Pour ce qui est des régies du secteur public local chargées de la gestion d’un service public à caractère industriel ou commercial, elles devraient être autorisées à placer, outre les recettes exceptionnelles déjà mentionnées, les excédents momentanés de trésorerie générés par leur activité.


La décision de placement : la responsabilité de l’assemblée délibérante

La nécessité actuelle, pour les collectivités envisageant certains types de placements (placements de trésorerie, notamment), de solliciter une autorisation préalable du trésorier-payeur général devrait être supprimée. La décision de placement relèverait désormais de la seule assemblée délibérante de la collectivité, celle-ci pouvant librement choisir entre un placement de trésorerie (à moins d’un an) et un placement budgétaire (à plus d’un an), indépendamment de l’origine des fonds concernés. Comme en matière d’emprunts, l’assemblée pourrait déléguer cette compétence à l’ordonnateur de la collectivité.

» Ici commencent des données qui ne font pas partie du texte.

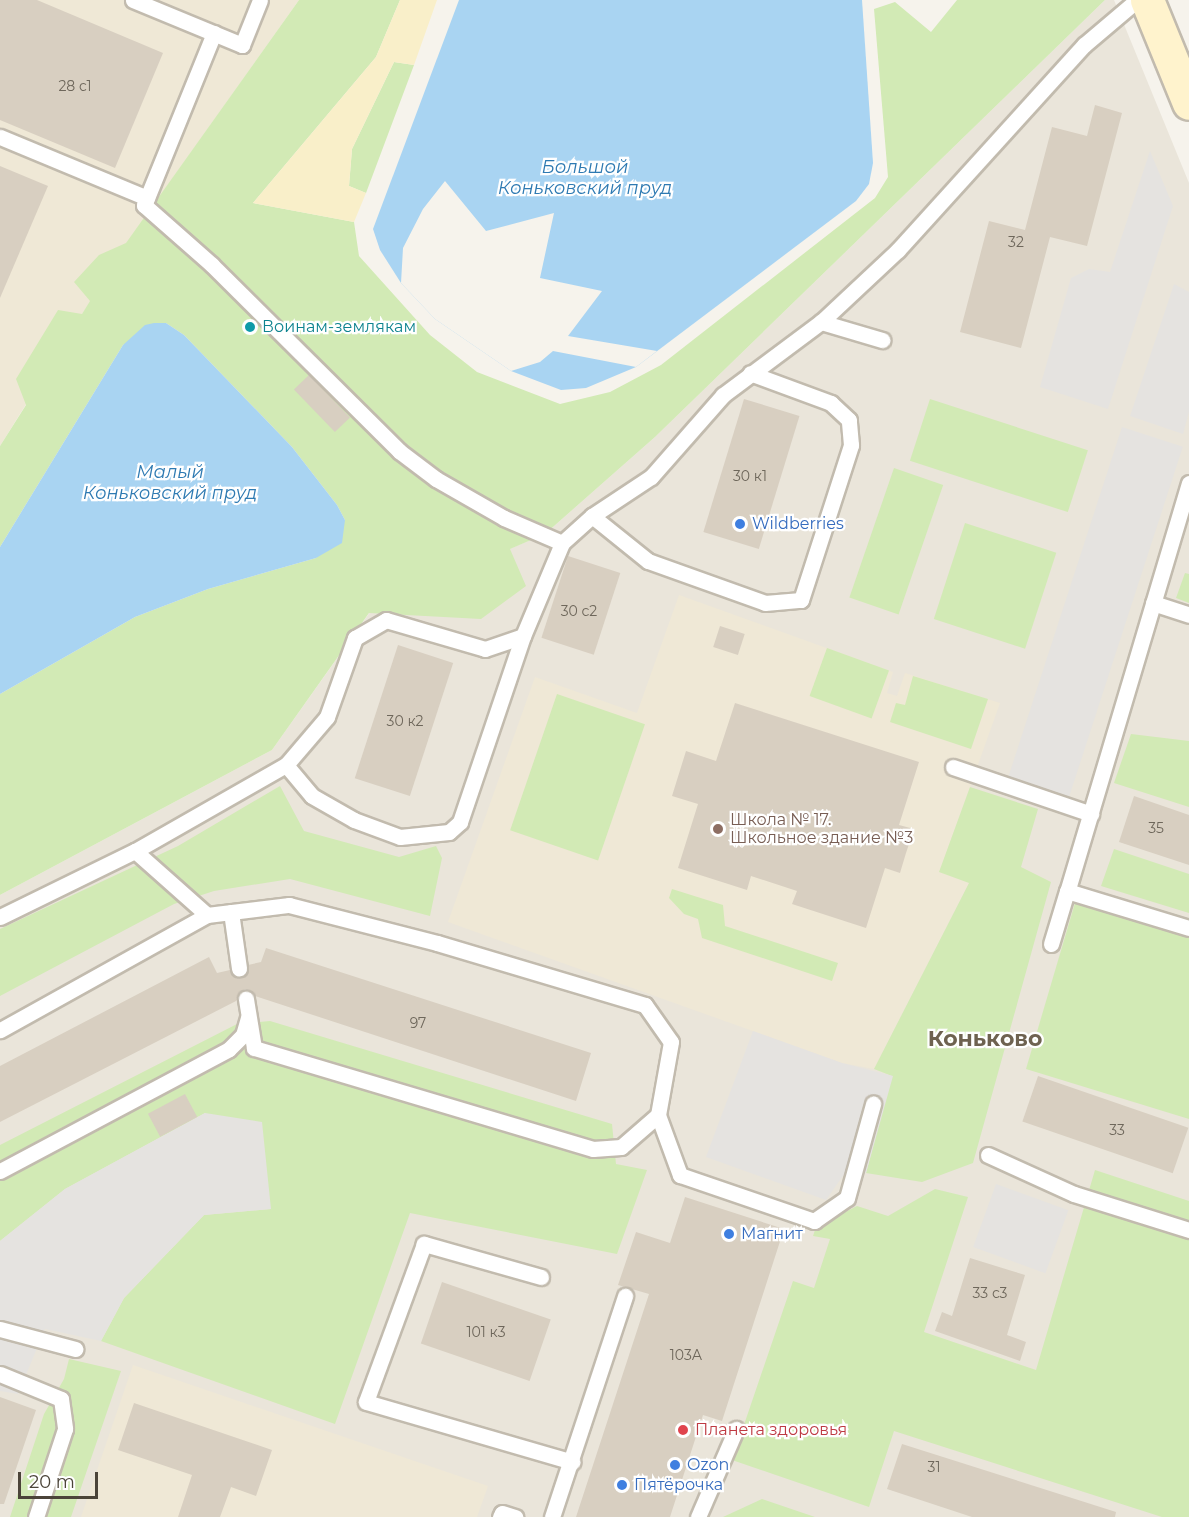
<!DOCTYPE html>
<meta charset="utf-8">
<style>
body{margin:0}
#map{position:relative;width:1189px;height:1517px;overflow:hidden;background:#f6f3ec;font-family:Montserrat,sans-serif}
div>[style]{position:absolute}
.residential>*{inset:0;background:#eae5da}
.education>*{inset:0;background:#efe8d6}
.green>*{inset:0;background:#d2eab5;transform-origin:0 0}
.sand>*{inset:0;background:#f9efc9}
.parking>*{inset:0;background:#e5e3e0;transform-origin:0 0}
.water>*{inset:0;background:#a9d4f2}
.pier>*{inset:0;background:#f6f3ec}
.building>*{inset:0;background:#d8cfc1;transform-origin:0 0}
.roads{filter:drop-shadow(2px 0 #c2bbae) drop-shadow(-2px 0 #c2bbae) drop-shadow(0 2px #c2bbae) drop-shadow(0 -2px #c2bbae)}
.lane>*{height:15px;margin:-7.5px;padding:0 7.5px;transform-origin:7.5px;border-radius:7.5px;background:#fff}
.secondary>*{height:33px;margin:-16.5px;padding:0 16.5px;transform-origin:16.5px;border-radius:16.5px;background:#fff3cd}
.dots>*{width:16px;height:16px;translate:-50% -50%;box-sizing:border-box;border:3px solid #fff;border-radius:50%}
span{translate:-50% -50%;white-space:nowrap;text-align:center;line-height:1.15;-webkit-text-stroke:4.5px #fff;paint-order:stroke}
.number-label{font-size:14px;color:#6e675b}
.number-label span{-webkit-text-stroke-width:0}
.culture-label{font-size:16px;color:#0d838f}
.left{translate:0 -50%;text-align:left}
.shop-label{font-size:16px;color:#366cbe}
.education-label{font-size:16px;color:#785e54}
.health-label{font-size:16px;color:#be3a42}
.water-label{font-size:18px;color:#2e7ab2;font-style:italic}
.district-label{font-size:22px;color:#6e6250;font-weight:700}
.scale{position:absolute;left:18px;top:1472px;width:80px;height:27px;box-sizing:border-box;border:3px solid #4b4439;border-top:0;padding-left:8px;font-size:18px;line-height:21px;white-space:nowrap;color:#4b4439;-webkit-text-stroke:4px #fff;paint-order:stroke}
</style>
<div id="map">
<div class="residential">
<i style="clip-path:polygon(1105px 0,1114px 0,1189px 183px,1189px 1517px,0 1517px,0 895px,272px 750px,375px 605px,545px 534px,655px 437px)"></i>
</div>
<div class="education">
<i style="clip-path:polygon(0 0,299px 0,126px 244px,0 446px)"></i>
<i style="clip-path:polygon(679px 595px,893px 672px,887px 693px,897px 696px,905px 673px,1000px 703px,940px 871px,969px 883px,874px 1069px,842px 1063px,448px 922px,535px 677px,637px 713px)"></i>
<i style="clip-path:polygon(133px 1365px,488px 1486px,477px 1517px,81px 1517px)"></i>
</div>
<div class="green">
<i style="clip-path:polygon(299px 0,400px 0,376px 57px,253px 203px,354px 222px,359px 256px,430px 335px,477px 372px,560px 404px,610px 392px,661px 365px,875px 198px,888px 177px,874px 9px,895px 2px,931px 32px,957px 0,1105px 0,655px 437px,545px 534px,510px 549px,526px 586px,481px 619px,369px 613px,272px 750px,0 895px,0 694px,135px 617px,208px 589px,316px 558px,345px 520px,337px 505px,292px 447px,184px 335px,166px 323px,123px 345px,0 547px,0 446px,26px 405px,16px 379px,58px 310px,82px 314px,90px 301px,74px 282px,99px 255px,126px 243px)"></i>
<i style="clip-path:polygon(394px 62px,414px 65px,366px 193px,349px 186px,352px 149px)"></i>
<i style="left:930px;top:399px;width:166px;height:65px;rotate:18deg"></i>
<i style="left:894px;top:468px;width:52px;height:137px;rotate:19deg"></i>
<i style="left:965px;top:523px;width:96px;height:101px;rotate:18deg"></i>
<i style="clip-path:polygon(1185px 573px,1189px 574px,1189px 603px,1176px 598px)"></i>
<i style="left:827px;top:648px;width:66px;height:51px;rotate:20deg"></i>
<i style="clip-path:polygon(913px 676px,988px 699px,971px 749px,890px 722px,896px 703px,905px 705px)"></i>
<i style="left:557px;top:694px;width:93px;height:144px;rotate:19deg"></i>
<i style="clip-path:polygon(1131px 734px,1189px 741px,1189px 807px,1114px 783px)"></i>
<i style="clip-path:polygon(280px 786px,304px 831px,399px 857px,436px 846px,442px 858px,430px 916px,290px 879px,214px 891px,174px 904px,0 996px,0 929px,178px 846px)"></i>
<i style="clip-path:polygon(970px 787px,1038px 809px,1021px 867px,1051px 882px,973px 1163px,922px 1182px,866px 1173px,892px 1076px,874px 1069px,969px 883px,939px 872px)"></i>
<i style="clip-path:polygon(1114px 849px,1189px 874px,1189px 913px,1101px 886px)"></i>
<i style="clip-path:polygon(672px 889px,723px 905px,725px 926px,838px 963px,832px 981px,702px 938px,698px 919px,684px 914px,669px 898px)"></i>
<i style="clip-path:polygon(1075px 903px,1189px 938px,1189px 1119px,1026px 1069px)"></i>
<i style="clip-path:polygon(270px 1021px,612px 1124px,616px 1164px,647px 1170px,617px 1254px,410px 1213px,335px 1424px,101px 1341px,124px 1298px,204px 1215px,271px 1209px,205px 1113px,65px 1189px,0 1241px,0 1145px,237px 1024px)"></i>
<i style="clip-path:polygon(1095px 1170px,1189px 1201px,1189px 1517px,1162px 1517px,894px 1431px,869px 1507px,732px 1460px,793px 1281px,814px 1288px,830px 1239px,813px 1236px,816px 1227px,857px 1206px,888px 1216px,935px 1189px,968px 1197px,924px 1332px,1036px 1370px)"></i>
<i style="clip-path:polygon(69px 1359px,121px 1371px,71px 1517px,10px 1517px,44px 1414px,64px 1379px)"></i>
<i style="clip-path:polygon(762px 1499px,815px 1517px,723px 1517px)"></i>
</div>
<div class="sand">
<i style="clip-path:polygon(400px 0,437px 0,414px 65px,394px 62px,352px 149px,349px 186px,366px 193px,354px 222px,253px 203px,376px 57px)"></i>
</div>
<div class="parking">
<i style="clip-path:polygon(1150px 151px,1173px 206px,1108px 409px,1040px 387px,1071px 278px,1089px 269px,1110px 272px)"></i>
<i style="clip-path:polygon(1174px 284px,1189px 292px,1189px 412px,1183px 434px,1130px 416px)"></i>
<i style="left:1122px;top:427px;width:64px;height:371px;rotate:18deg"></i>
<i style="clip-path:polygon(753px 1031px,842px 1063px,893px 1076px,866px 1173px,849px 1167px,826px 1200px,706px 1157px)"></i>
<i style="clip-path:polygon(205px 1113px,262px 1122px,271px 1209px,204px 1215px,124px 1298px,101px 1341px,45px 1329px,18px 1394px,0 1391px,0 1241px,65px 1189px)"></i>
<i style="left:996px;top:1184px;width:77px;height:67px;rotate:20deg"></i>
</div>
<div class="water">
<i style="clip-path:polygon(459px 0,862px 0,873px 163px,869px 184px,856px 201px,636px 367px,586px 388px,561px 390px,511px 371px,435px 319px,401px 283px,380px 250px,373px 229px)"></i>
<i style="clip-path:polygon(154px 323px,166px 323px,184px 335px,292px 447px,337px 505px,345px 520px,342px 543px,316px 558px,208px 589px,135px 617px,0 694px,0 547px,123px 345px,145px 325px)"></i>
</div>
<div class="pier">
<i style="clip-path:polygon(445px 181px,486px 231px,554px 213px,540px 278px,602px 291px,568px 336px,657px 351px,636px 367px,553px 351px,540px 362px,511px 371px,435px 319px,401px 283px,403px 248px,423px 209px)"></i>
</div>
<div class="building">
<i style="clip-path:polygon(0 0,37px 0,163px 53px,115px 168px,0 120px)"></i>
<i style="clip-path:polygon(1095px 105px,1122px 113px,1087px 246px,1050px 237px,1021px 348px,960px 332px,989px 221px,1025px 230px,1052px 127px,1087px 136px)"></i>
<i style="clip-path:polygon(0 166px,48px 186px,0 298px)"></i>
<i style="left:309px;top:375px;width:59px;height:21px;rotate:46deg"></i>
<i style="left:744px;top:399px;width:58px;height:139px;rotate:17deg"></i>
<i style="left:568px;top:556px;width:55px;height:86px;rotate:18deg"></i>
<i style="left:720px;top:626px;width:26px;height:22px;rotate:18deg"></i>
<i style="left:398px;top:645px;width:58px;height:140px;rotate:18deg"></i>
<i style="clip-path:polygon(735px 703px,919px 762px,899px 825px,914px 829px,906px 853px,900px 873px,885px 868px,866px 928px,792px 904px,797px 891px,751px 876px,747px 890px,678px 868px,698px 804px,672px 796px,686px 751px,716px 761px)"></i>
<i style="clip-path:polygon(1134px 796px,1189px 815px,1189px 865px,1119px 842px)"></i>
<i style="clip-path:polygon(266px 948px,591px 1053px,576px 1101px,255px 996px,245px 989px,236px 1001px,0 1122px,0 1066px,209px 957px,217px 973px,230px 970px,236px 977px,245px 976px,248px 965px,261px 962px)"></i>
<i style="left:1038px;top:1076px;width:159px;height:48px;rotate:19deg"></i>
<i style="left:185px;top:1094px;width:26px;height:42px;rotate:62deg"></i>
<i style="clip-path:polygon(685px 1197px,784px 1229px,722px 1421px,703px 1415px,670px 1517px,576px 1517px,649px 1294px,618px 1285px,636px 1232px,670px 1243px)"></i>
<i style="clip-path:polygon(970px 1258px,1025px 1275px,1007px 1335px,1026px 1342px,1020px 1361px,935px 1331px,942px 1312px,952px 1316px)"></i>
<i style="left:442px;top:1282px;width:115px;height:65px;rotate:19deg"></i>
<i style="clip-path:polygon(0 1397px,36px 1410px,4px 1504px,0 1504px)"></i>
<i style="clip-path:polygon(134px 1403px,272px 1450px,256px 1496px,231px 1487px,220px 1517px,178px 1517px,192px 1475px,118px 1450px)"></i>
<i style="clip-path:polygon(902px 1444px,1116px 1512px,1115px 1517px,972px 1517px,887px 1489px)"></i>
</div>
<div class="roads">
<div class="lane">
<i style="left:133px;top:0;width:118px;rotate:22.4deg"></i>
<i style="left:242px;top:45px;width:48px;rotate:-68.2deg"></i>
<i style="left:214px;top:33px;width:186px;rotate:112.1deg"></i>
<i style="left:144px;top:205px;width:91px;rotate:41.4deg"></i>
<i style="left:212px;top:265px;width:264px;rotate:44.8deg"></i>
<i style="left:399px;top:451px;width:46px;rotate:37.1deg"></i>
<i style="left:436px;top:479px;width:78px;rotate:29.8deg"></i>
<i style="left:504px;top:518px;width:63px;rotate:23.3deg"></i>
<i style="left:0;top:137px;width:159px;rotate:22.5deg"></i>
<i style="left:821px;top:322px;width:64px;rotate:16.4deg"></i>
<i style="left:1189px;top:483px;width:426px;rotate:106.6deg"></i>
<i style="left:1067px;top:891px;width:127px;rotate:16.9deg"></i>
<i style="left:592px;top:516px;width:72px;rotate:38.8deg"></i>
<i style="left:648px;top:561px;width:124px;rotate:19.7deg"></i>
<i style="left:765px;top:603px;width:36px;rotate:-5deg"></i>
<i style="left:801px;top:600px;width:163px;rotate:-72.1deg"></i>
<i style="left:851px;top:445px;width:25px;rotate:-95deg"></i>
<i style="left:849px;top:420px;width:25px;rotate:-137deg"></i>
<i style="left:831px;top:403px;width:86px;rotate:-159.7deg"></i>
<i style="left:1153px;top:603px;width:38px;rotate:18deg"></i>
<i style="left:286px;top:765px;width:40px;rotate:50deg"></i>
<i style="left:312px;top:796px;width:48px;rotate:29.7deg"></i>
<i style="left:354px;top:820px;width:49px;rotate:20.3deg"></i>
<i style="left:400px;top:837px;width:49px;rotate:-5.8deg"></i>
<i style="left:449px;top:832px;width:15px;rotate:-42deg"></i>
<i style="left:460px;top:822px;width:196px;rotate:-71.3deg"></i>
<i style="left:953px;top:767px;width:146px;rotate:18.8deg"></i>
<i style="left:135px;top:851px;width:174px;rotate:-29.7deg"></i>
<i style="left:286px;top:765px;width:63px;rotate:-49.5deg"></i>
<i style="left:327px;top:717px;width:84px;rotate:-70.5deg"></i>
<i style="left:355px;top:638px;width:36px;rotate:-30deg"></i>
<i style="left:386px;top:620px;width:103px;rotate:16.3deg"></i>
<i style="left:485px;top:649px;width:40px;rotate:-18.9deg"></i>
<i style="left:523px;top:636px;width:101px;rotate:-67.2deg"></i>
<i style="left:562px;top:543px;width:40px;rotate:-42deg"></i>
<i style="left:592px;top:516px;width:71px;rotate:-33.5deg"></i>
<i style="left:651px;top:477px;width:109px;rotate:-48.7deg"></i>
<i style="left:723px;top:395px;width:122px;rotate:-36.7deg"></i>
<i style="left:821px;top:322px;width:105px;rotate:-43.1deg"></i>
<i style="left:898px;top:250px;width:277px;rotate:-47.8deg"></i>
<i style="left:1084px;top:45px;width:70px;rotate:-40.3deg"></i>
<i style="left:231px;top:912px;width:57px;rotate:81.9deg"></i>
<i style="left:207px;top:915px;width:83px;rotate:-7deg"></i>
<i style="left:289px;top:905px;width:153px;rotate:14.4deg"></i>
<i style="left:437px;top:943px;width:217px;rotate:16.6deg"></i>
<i style="left:645px;top:1005px;width:45px;rotate:54.9deg"></i>
<i style="left:671px;top:1042px;width:74px;rotate:100.1deg"></i>
<i style="left:658px;top:1115px;width:49px;rotate:139.1deg"></i>
<i style="left:621px;top:1147px;width:28px;rotate:176deg"></i>
<i style="left:593px;top:1149px;width:354px;rotate:-163.4deg"></i>
<i style="left:254px;top:1048px;width:50px;rotate:-99.3deg"></i>
<i style="left:0;top:917px;width:150px;rotate:-26.1deg"></i>
<i style="left:135px;top:851px;width:96px;rotate:41.6deg"></i>
<i style="left:207px;top:915px;width:237px;rotate:150.9deg"></i>
<i style="left:1051px;top:944px;width:55px;rotate:-73.2deg"></i>
<i style="left:658px;top:1115px;width:64px;rotate:69.9deg"></i>
<i style="left:680px;top:1175px;width:142px;rotate:18.9deg"></i>
<i style="left:814px;top:1221px;width:40px;rotate:-34.9deg"></i>
<i style="left:847px;top:1198px;width:98px;rotate:-74.5deg"></i>
<i style="left:988px;top:1155px;width:94px;rotate:24.4deg"></i>
<i style="left:1074px;top:1194px;width:121px;rotate:17.4deg"></i>
<i style="left:0;top:1171px;width:259px;rotate:-28deg"></i>
<i style="left:229px;top:1049px;width:20px;rotate:-45deg"></i>
<i style="left:243px;top:1035px;width:18px;rotate:-74deg"></i>
<i style="left:541px;top:1277px;width:122px;rotate:-164.2deg"></i>
<i style="left:424px;top:1244px;width:168px;rotate:110.2deg"></i>
<i style="left:366px;top:1402px;width:215px;rotate:16.2deg"></i>
<i style="left:0;top:1329px;width:78px;rotate:14.9deg"></i>
<i style="left:0;top:1374px;width:66px;rotate:22.3deg"></i>
<i style="left:61px;top:1399px;width:30px;rotate:82deg"></i>
<i style="left:65px;top:1429px;width:93px;rotate:108.2deg"></i>
<i style="left:500px;top:1517px;width:4px;rotate:-63deg"></i>
<i style="left:502px;top:1513px;width:14px;rotate:17deg"></i>
<i style="left:552px;top:1517px;width:233px;rotate:-71.7deg"></i>
<i style="left:698px;top:1517px;width:96px;rotate:-66.6deg"></i>
</div>
<div class="secondary">
<i style="left:1147px;top:0;width:111px;rotate:67.8deg"></i>
</div>
</div>
<div class="dots">
<i style="left:250px;top:327px;background:#0f9aa8"></i>
<i style="left:740px;top:524px;background:#3f7fe0"></i>
<i style="left:718px;top:829px;background:#8d6e63"></i>
<i style="left:729px;top:1234px;background:#3f7fe0"></i>
<i style="left:683px;top:1430px;background:#e0444e"></i>
<i style="left:675px;top:1465px;background:#3f7fe0"></i>
<i style="left:622px;top:1485px;background:#3f7fe0"></i>
</div>
<div class="number-label">
<span style="left:75px;top:86px">28 c1</span>
<span style="left:1016px;top:242px">32</span>
<span style="left:750px;top:476px">30 к1</span>
<span style="left:579px;top:611px">30 с2</span>
<span style="left:405px;top:721px">30 к2</span>
<span style="left:1156px;top:828px">35</span>
<span style="left:418px;top:1023px">97</span>
<span style="left:1117px;top:1130px">33</span>
<span style="left:990px;top:1293px">33 с3</span>
<span style="left:486px;top:1332px">101 к3</span>
<span style="left:686px;top:1355px">103А</span>
<span style="left:934px;top:1467px">31</span>
</div>
<div class="culture-label">
<span class="left" style="left:262px;top:327px">Воинам-землякам</span>
</div>
<div class="shop-label">
<span class="left" style="left:752px;top:524px">Wildberries</span>
<span class="left" style="left:741px;top:1234px">Магнит</span>
<span class="left" style="left:687px;top:1465px">Ozon</span>
<span class="left" style="left:634px;top:1485px">Пятёрочка</span>
</div>
<div class="education-label">
<span class="left" style="left:730px;top:829px">Школа № 17.<br>Школьное здание №3</span>
</div>
<div class="health-label">
<span class="left" style="left:695px;top:1430px">Планета здоровья</span>
</div>
<div class="water-label">
<span style="left:585px;top:178px">Большой<br>Коньковский пруд</span>
<span style="left:170px;top:483px">Малый<br>Коньковский пруд</span>
</div>
<div class="district-label">
<span style="left:985px;top:1039px">Коньково</span>
</div>
<div class="scale">20 m</div>
</div>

Les produits de placement : l’ouverture européenne

Toutes les valeurs mobilières détenues par les collectivités devraient être déposées exclusivement auprès du Trésor public. En application du traité instituant la Communauté européenne, et notamment de son article 56 relatif à la libre circulation des capitaux, les collectivités verraient s’élargir notablement leur choix de produits de placement. Devraient faire partie, désormais, des produits autorisés :
- les valeurs émises par les États membres de la Communauté européenne ou les autres États parties à l’accord sur l’Espace économique européen (Islande, Lichtenstein et Norvège), libellées en euros (emprunts d’Etat et bons du Trésor) ;
- les valeurs garanties par les États membres de la Communauté européenne ou les autres États parties à l’accord sur l’Espace économique européen ;
- les parts et actions d’organismes de placement collectif en valeurs mobilières (SICAV, FCP) composés exclusivement de ces valeurs ;
- les comptes à terme ouverts auprès du Trésor public.

Attention : Les dispositions qui viennent d’être décrites ne concernent que les collectivités territoriales et leurs établissements publics. Des modalités spécifiques de mise en œuvre seront prévues pour les établissements publics de santé, les établissements publics sociaux et médico-sociaux, et les établissements publics d’habitations à loyer modéré.